Anwar al-Awlaki's killing is more than just a blow to al Qaeda -- it's a real victory for American security.
- By Daniel BymanDaniel Byman is a professor in the Security Studies Program at Georgetown University and the research director at the Saban Center at Brookings. He is the author of A High Price: The Triumphs and Failures of Israeli Counterterrorism.
The drone strike that killed Anwar al-Awlaki, the American-born cleric who helped lead al Qaeda in the Arabian Peninsula (AQAP) from its haven in Yemen, is far more than yet another killing of another senior terrorist leader. Certainly, it is, as President Barack Obama declared, "another significant milestone in the broader effort to defeat al Qaeda and its affiliates." But it is more than that too because Awlaki, more so than other al Qaeda leaders, posed an unusual danger to the U.S. homeland.
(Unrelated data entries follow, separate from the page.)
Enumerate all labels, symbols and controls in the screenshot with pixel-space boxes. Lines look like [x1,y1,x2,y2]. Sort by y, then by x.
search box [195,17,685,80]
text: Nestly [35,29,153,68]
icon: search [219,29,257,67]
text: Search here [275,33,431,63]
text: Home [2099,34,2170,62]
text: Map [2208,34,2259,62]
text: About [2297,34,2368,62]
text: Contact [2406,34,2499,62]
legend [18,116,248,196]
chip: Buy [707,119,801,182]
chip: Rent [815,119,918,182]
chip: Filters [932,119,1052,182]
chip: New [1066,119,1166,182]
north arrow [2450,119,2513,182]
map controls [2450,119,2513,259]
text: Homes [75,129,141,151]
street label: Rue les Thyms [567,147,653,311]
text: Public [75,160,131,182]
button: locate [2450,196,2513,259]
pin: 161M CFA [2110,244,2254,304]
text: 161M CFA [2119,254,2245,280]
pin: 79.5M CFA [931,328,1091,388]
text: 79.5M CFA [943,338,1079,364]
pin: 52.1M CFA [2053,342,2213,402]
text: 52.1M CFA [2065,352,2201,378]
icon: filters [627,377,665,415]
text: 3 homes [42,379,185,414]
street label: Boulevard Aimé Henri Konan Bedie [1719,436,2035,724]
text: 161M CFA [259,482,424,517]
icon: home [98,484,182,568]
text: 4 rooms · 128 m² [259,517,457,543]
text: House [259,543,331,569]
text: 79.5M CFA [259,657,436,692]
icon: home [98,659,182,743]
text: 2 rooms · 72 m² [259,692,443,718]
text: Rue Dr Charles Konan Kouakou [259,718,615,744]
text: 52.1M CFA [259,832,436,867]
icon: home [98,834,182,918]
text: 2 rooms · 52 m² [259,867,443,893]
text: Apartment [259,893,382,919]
The al Qaeda core leadership based in Pakistan has been under siege from drone strikes for several years now, curtailing its ability to communicate and plan operations — a campaign to which the May raid that killed Osama bin Laden added a dramatic punctuation point. But the dwindling of the core organization has made its affiliates in the Maghreb, Iraq, and elsewhere even more important to the jihadi cause. Nowhere has that been truer than in Yemen, and indeed senior intelligence officials have warned recently that AQAP is becoming more dangerous than the al Qaeda core itself.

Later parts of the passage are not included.